:: Dataset excerpts

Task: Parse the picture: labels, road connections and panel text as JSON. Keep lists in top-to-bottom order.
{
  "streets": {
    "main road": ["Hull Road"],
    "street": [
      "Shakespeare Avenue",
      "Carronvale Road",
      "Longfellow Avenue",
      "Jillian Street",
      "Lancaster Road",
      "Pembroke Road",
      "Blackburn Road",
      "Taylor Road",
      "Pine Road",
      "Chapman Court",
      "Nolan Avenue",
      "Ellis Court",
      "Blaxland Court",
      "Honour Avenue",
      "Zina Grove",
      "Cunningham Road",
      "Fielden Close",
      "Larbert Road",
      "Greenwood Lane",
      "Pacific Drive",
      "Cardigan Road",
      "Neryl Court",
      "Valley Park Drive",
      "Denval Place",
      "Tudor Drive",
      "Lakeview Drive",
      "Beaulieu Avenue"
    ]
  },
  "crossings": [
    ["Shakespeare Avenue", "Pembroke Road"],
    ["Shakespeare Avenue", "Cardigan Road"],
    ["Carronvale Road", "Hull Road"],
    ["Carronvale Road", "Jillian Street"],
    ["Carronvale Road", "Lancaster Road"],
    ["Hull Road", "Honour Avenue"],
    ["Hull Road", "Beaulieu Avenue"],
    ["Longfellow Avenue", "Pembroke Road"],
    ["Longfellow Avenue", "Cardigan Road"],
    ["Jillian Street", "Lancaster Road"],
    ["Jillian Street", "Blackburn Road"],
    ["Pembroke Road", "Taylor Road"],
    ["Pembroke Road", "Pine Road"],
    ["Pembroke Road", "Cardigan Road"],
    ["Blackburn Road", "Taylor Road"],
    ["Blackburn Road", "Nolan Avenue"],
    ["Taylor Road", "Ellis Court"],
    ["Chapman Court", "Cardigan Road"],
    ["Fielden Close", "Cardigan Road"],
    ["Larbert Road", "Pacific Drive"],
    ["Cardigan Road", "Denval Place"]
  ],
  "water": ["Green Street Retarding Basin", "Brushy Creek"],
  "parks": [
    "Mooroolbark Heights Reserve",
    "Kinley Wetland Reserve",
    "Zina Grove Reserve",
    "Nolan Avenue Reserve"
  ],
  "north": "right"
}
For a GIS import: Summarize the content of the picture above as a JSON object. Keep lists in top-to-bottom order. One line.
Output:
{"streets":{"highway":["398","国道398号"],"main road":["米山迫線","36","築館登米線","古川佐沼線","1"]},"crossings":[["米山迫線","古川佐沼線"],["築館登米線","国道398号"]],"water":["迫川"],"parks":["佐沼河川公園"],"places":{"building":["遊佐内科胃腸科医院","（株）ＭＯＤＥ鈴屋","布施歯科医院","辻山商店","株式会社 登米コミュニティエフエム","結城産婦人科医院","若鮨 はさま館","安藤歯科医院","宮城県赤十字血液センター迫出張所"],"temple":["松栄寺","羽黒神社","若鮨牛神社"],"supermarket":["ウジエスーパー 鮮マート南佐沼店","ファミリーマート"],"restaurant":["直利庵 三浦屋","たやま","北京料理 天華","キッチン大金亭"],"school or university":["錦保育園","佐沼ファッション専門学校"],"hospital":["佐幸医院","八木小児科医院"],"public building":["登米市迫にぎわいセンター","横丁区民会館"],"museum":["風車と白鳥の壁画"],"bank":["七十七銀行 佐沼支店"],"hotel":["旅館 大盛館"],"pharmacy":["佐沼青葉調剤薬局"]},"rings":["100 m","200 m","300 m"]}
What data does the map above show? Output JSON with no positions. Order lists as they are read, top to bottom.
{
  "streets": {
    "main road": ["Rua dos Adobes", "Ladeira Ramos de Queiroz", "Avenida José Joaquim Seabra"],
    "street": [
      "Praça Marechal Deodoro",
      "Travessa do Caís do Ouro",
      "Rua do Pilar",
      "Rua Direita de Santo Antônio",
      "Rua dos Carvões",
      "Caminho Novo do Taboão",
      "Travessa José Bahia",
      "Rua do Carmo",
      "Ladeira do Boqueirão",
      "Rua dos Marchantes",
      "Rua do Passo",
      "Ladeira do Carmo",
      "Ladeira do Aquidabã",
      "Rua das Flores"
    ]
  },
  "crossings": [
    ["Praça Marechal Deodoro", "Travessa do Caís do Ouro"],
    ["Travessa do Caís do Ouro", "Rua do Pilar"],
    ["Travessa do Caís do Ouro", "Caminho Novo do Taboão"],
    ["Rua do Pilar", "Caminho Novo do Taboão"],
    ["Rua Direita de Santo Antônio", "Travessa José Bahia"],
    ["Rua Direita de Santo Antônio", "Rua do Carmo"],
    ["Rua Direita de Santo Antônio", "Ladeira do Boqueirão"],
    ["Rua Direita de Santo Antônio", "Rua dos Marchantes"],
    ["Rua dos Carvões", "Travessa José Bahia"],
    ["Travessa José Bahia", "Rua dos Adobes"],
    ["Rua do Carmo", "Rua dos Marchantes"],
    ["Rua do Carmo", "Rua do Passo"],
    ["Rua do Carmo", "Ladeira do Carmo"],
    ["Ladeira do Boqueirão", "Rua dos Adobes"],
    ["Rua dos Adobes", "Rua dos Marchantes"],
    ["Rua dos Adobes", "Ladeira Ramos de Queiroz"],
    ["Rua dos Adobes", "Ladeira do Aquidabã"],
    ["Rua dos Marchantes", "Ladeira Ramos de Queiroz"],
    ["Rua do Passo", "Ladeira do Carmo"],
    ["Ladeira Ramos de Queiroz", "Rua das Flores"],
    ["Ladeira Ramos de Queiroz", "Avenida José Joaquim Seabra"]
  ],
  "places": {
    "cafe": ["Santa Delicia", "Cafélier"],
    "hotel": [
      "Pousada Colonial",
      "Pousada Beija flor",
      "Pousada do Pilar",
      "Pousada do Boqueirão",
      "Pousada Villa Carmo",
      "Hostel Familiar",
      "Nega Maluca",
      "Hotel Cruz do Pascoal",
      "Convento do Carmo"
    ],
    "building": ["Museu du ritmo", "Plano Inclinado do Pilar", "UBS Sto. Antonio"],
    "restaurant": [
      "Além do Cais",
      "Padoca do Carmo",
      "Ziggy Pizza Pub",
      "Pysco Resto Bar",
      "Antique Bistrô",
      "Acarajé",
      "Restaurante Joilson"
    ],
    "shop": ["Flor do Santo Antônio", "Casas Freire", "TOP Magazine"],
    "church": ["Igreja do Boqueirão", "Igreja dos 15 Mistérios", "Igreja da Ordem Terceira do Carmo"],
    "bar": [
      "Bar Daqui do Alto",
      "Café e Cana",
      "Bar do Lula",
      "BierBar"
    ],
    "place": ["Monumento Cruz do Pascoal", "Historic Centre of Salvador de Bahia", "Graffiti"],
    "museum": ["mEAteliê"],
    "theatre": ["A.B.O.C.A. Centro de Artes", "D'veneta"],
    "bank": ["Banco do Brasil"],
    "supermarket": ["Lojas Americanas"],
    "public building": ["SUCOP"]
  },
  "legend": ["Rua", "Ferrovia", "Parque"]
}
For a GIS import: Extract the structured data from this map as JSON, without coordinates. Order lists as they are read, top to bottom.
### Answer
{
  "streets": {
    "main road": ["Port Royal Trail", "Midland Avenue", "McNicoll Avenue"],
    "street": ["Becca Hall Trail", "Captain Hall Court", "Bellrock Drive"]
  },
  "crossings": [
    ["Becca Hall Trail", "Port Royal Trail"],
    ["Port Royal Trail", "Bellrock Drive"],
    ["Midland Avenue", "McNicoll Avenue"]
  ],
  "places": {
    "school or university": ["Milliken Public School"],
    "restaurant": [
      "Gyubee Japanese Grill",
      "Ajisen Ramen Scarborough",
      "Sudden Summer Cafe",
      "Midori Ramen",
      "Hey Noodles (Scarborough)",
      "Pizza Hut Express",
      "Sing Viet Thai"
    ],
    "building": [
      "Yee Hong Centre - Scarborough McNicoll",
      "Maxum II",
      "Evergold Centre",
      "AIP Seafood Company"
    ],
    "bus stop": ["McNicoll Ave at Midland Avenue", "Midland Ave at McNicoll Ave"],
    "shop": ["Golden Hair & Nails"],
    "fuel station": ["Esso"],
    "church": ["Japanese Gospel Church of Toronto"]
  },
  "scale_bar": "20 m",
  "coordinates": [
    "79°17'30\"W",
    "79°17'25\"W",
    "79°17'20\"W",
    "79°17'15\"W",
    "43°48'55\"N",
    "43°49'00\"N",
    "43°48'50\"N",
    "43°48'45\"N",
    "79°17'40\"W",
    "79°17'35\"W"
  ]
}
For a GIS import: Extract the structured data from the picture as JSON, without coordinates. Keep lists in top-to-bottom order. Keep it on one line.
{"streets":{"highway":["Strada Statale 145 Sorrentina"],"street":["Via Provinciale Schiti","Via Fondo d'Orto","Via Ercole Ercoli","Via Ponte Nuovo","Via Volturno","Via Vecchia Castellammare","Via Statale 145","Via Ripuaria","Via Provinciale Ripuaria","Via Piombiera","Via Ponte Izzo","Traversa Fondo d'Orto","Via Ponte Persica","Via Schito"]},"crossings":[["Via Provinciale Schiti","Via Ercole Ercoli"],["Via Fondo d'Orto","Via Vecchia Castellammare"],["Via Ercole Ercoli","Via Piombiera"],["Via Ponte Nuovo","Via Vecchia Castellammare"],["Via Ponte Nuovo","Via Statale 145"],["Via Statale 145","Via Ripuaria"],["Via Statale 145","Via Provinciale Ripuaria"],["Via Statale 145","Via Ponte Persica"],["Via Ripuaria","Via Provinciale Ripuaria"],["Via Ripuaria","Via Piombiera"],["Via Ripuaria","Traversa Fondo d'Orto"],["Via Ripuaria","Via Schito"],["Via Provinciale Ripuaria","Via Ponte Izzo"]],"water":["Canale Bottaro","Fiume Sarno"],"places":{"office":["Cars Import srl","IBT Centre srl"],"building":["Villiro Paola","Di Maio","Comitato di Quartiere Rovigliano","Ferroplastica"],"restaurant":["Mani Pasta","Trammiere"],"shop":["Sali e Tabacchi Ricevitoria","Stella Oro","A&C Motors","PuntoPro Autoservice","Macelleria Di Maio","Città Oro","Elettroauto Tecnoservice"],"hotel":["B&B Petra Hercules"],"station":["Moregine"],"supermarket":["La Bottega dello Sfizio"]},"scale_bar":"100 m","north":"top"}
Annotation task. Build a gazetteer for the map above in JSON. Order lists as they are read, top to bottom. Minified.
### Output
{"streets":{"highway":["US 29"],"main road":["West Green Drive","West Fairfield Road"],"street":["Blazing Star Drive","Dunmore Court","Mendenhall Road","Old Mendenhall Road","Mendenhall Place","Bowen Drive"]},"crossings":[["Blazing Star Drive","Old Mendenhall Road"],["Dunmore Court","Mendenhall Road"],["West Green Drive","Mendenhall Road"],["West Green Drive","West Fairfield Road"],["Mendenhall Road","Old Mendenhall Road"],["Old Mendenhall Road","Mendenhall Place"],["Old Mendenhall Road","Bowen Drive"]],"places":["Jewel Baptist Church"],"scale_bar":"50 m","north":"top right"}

::::

▶ Aim of the exercise
Find the lines above that contain "Nolan" and report their number, without comment.

▶ The completed task
3